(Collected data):
═══

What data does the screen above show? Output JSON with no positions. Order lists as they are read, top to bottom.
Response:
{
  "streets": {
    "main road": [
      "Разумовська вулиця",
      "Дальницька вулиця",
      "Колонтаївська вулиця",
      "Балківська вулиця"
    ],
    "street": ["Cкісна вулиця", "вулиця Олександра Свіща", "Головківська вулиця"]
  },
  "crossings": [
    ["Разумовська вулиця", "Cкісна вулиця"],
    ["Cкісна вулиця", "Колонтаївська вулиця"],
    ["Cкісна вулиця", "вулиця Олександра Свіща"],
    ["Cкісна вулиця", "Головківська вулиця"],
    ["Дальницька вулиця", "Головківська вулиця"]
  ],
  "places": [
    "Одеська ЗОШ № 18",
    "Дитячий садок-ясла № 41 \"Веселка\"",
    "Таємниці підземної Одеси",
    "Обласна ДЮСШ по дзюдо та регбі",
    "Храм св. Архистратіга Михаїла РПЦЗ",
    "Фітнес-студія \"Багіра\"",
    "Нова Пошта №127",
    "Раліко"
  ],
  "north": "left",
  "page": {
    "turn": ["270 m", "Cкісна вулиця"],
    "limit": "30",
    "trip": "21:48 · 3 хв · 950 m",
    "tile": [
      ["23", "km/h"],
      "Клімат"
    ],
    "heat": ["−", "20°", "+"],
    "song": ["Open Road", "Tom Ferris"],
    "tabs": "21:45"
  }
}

═══

(What is needed): The lines you return should be those above that contain the word "Олександра", every one of them.

(Answer to the exercise):
    "street": ["Cкісна вулиця", "вулиця Олександра Свіща", "Головківська вулиця"]
    ["Cкісна вулиця", "вулиця Олександра Свіща"],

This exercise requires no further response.